# [THE DATA]
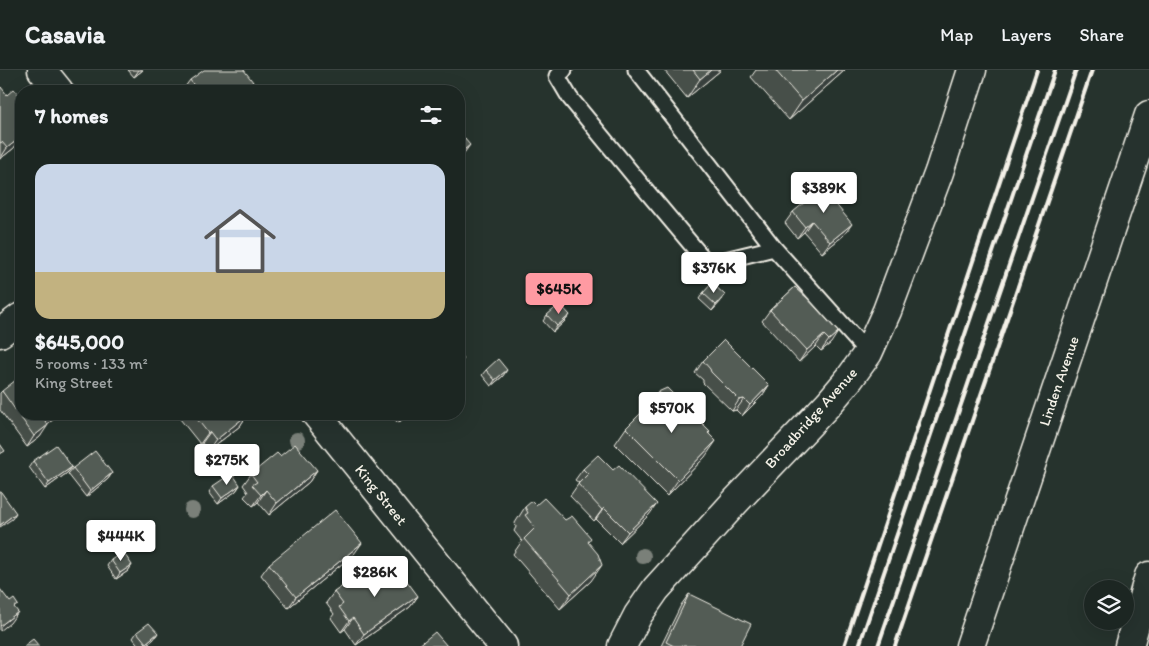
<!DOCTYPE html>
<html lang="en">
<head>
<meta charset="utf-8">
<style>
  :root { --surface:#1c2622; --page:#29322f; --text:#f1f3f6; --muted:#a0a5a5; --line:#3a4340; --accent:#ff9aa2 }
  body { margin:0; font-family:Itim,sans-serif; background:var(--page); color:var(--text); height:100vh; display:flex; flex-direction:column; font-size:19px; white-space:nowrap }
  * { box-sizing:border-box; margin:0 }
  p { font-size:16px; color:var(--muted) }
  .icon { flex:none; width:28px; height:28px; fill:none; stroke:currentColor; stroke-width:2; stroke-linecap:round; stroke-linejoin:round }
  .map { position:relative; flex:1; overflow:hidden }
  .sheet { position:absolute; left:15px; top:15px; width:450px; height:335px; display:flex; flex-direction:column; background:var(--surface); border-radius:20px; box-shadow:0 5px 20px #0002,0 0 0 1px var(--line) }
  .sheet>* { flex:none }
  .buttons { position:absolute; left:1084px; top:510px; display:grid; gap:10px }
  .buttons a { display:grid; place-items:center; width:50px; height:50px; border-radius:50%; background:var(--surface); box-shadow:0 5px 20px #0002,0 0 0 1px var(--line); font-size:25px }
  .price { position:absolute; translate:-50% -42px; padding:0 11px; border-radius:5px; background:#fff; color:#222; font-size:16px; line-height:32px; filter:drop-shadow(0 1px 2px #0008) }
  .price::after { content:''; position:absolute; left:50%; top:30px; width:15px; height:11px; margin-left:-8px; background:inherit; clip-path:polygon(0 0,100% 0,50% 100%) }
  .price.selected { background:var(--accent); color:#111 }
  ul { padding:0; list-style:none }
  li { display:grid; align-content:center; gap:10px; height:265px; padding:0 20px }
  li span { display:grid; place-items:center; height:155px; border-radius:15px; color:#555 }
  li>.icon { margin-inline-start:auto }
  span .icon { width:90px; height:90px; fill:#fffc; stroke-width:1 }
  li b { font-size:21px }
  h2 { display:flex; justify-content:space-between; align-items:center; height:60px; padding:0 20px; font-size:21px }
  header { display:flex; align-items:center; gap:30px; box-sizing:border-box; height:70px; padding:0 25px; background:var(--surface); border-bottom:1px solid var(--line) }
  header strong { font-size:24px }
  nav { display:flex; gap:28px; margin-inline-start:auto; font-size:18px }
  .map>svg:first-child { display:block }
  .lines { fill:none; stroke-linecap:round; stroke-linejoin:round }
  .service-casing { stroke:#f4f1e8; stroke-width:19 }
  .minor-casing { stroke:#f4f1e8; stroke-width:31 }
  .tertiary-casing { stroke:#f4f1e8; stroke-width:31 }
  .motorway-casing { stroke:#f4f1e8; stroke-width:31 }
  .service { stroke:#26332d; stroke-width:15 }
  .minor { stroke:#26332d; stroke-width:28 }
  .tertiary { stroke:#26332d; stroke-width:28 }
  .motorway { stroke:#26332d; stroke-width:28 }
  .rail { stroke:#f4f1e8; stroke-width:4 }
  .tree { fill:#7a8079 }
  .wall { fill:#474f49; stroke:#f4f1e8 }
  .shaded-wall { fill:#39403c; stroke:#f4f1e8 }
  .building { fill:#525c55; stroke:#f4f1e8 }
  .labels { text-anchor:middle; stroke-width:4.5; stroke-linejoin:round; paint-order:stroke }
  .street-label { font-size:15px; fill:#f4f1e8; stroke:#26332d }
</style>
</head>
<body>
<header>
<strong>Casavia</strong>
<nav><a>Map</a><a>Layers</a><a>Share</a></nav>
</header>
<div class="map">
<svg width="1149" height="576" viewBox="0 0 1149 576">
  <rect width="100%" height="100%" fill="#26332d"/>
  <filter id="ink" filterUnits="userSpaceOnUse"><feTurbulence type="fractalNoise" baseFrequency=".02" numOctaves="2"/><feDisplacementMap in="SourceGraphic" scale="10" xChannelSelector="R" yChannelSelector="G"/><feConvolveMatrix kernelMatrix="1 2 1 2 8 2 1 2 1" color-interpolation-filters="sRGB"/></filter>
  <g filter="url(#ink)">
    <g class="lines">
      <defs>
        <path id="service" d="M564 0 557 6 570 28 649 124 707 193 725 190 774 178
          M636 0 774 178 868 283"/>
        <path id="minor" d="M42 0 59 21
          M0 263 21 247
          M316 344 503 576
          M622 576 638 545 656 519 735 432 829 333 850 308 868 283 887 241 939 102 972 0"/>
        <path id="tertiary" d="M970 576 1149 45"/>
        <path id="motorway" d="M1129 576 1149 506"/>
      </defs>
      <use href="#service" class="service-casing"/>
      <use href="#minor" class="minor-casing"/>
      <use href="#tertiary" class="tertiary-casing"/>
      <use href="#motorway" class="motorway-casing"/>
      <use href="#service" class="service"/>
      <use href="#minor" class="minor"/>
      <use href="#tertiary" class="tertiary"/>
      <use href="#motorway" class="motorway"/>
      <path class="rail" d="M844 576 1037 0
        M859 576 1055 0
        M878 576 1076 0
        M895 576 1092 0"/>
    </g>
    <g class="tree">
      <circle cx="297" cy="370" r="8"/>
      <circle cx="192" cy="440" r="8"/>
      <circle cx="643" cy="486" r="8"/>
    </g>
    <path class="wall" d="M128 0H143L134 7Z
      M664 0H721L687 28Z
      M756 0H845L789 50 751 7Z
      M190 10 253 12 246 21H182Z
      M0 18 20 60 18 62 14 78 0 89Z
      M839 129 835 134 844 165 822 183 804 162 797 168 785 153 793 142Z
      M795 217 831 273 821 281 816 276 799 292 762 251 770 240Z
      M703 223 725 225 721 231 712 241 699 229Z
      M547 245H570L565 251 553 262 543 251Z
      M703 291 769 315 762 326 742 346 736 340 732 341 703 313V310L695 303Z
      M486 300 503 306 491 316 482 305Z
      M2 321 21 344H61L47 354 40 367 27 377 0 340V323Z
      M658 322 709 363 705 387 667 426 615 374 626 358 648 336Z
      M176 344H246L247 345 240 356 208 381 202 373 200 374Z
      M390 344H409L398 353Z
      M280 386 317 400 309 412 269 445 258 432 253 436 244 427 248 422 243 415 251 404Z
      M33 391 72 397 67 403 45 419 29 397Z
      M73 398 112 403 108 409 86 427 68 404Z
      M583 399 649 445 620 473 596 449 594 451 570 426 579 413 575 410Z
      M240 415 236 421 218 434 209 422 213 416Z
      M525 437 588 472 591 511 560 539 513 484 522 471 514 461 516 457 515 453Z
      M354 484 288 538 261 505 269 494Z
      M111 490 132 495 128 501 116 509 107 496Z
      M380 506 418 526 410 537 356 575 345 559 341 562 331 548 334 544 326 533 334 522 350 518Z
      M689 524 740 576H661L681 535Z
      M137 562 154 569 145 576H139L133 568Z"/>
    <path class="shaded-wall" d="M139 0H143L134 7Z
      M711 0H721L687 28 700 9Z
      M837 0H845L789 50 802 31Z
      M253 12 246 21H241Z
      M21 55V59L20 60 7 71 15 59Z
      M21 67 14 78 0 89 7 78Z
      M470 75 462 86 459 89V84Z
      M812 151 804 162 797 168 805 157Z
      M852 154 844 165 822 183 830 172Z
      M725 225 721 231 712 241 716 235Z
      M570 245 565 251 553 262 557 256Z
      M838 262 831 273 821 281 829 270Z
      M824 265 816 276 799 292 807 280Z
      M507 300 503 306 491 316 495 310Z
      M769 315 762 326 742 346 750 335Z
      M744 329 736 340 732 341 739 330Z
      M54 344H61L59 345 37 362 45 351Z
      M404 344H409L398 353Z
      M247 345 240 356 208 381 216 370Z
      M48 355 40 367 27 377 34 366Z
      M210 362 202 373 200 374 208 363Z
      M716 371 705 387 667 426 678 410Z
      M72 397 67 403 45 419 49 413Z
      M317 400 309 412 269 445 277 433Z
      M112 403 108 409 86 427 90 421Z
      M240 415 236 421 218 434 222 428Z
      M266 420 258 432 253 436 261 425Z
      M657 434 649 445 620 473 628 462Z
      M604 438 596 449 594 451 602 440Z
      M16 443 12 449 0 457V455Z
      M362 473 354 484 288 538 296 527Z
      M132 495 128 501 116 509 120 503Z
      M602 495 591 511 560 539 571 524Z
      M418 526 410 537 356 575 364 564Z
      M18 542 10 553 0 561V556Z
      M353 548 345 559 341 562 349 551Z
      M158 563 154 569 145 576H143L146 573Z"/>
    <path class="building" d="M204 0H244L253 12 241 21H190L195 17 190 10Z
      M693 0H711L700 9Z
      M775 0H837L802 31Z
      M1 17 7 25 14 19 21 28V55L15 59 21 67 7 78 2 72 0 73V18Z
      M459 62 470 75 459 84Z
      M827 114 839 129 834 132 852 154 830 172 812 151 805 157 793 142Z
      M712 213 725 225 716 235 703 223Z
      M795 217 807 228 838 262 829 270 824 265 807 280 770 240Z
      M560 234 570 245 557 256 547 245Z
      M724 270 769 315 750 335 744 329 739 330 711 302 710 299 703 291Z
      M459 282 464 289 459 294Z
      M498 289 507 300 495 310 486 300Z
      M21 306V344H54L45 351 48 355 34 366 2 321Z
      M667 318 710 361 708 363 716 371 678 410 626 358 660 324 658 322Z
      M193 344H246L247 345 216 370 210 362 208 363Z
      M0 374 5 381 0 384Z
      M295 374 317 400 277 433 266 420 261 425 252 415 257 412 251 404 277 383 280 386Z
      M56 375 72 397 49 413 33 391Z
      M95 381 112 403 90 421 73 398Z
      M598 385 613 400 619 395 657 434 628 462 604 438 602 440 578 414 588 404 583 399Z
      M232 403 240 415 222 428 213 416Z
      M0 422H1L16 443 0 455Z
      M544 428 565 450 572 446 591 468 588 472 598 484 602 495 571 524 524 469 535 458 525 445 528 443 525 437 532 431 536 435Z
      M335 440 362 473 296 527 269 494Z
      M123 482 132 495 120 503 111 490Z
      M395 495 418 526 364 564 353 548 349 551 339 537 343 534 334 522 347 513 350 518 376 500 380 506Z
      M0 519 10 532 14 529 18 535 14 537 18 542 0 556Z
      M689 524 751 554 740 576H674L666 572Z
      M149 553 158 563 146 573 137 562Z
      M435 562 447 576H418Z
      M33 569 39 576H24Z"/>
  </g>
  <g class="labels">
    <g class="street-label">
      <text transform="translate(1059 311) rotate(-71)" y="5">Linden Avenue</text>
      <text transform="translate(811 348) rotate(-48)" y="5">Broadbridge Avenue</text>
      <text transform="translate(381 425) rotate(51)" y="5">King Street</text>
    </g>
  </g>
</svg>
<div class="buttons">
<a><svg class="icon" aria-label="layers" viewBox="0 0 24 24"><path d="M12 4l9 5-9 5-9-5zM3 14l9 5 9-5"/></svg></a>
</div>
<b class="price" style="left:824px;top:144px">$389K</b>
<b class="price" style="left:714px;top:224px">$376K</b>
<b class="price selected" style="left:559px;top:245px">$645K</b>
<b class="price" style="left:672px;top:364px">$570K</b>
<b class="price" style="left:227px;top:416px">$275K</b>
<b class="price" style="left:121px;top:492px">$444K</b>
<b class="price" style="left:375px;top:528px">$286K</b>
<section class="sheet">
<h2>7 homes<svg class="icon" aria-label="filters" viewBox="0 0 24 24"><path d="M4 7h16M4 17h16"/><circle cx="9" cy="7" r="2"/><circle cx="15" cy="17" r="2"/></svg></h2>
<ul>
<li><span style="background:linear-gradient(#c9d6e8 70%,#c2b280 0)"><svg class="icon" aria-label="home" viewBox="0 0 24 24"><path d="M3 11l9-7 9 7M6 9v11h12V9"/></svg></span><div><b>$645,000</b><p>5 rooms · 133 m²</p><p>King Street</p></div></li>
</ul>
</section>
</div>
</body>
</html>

# [WHAT YOU ARE ASKED TO DO]
Only an exact copy is wanted: the lines from the opening of the material through the line that has "position:relative; flex:1; overflow:hidden", minus any pictures.

# [WORKED SOLUTION]
<!DOCTYPE html>
<html lang="en">
<head>
<meta charset="utf-8">
<style>
  :root { --surface:#1c2622; --page:#29322f; --text:#f1f3f6; --muted:#a0a5a5; --line:#3a4340; --accent:#ff9aa2 }
  body { margin:0; font-family:Itim,sans-serif; background:var(--page); color:var(--text); height:100vh; display:flex; flex-direction:column; font-size:19px; white-space:nowrap }
  * { box-sizing:border-box; margin:0 }
  p { font-size:16px; color:var(--muted) }
  .icon { flex:none; width:28px; height:28px; fill:none; stroke:currentColor; stroke-width:2; stroke-linecap:round; stroke-linejoin:round }
  .map { position:relative; flex:1; overflow:hidden }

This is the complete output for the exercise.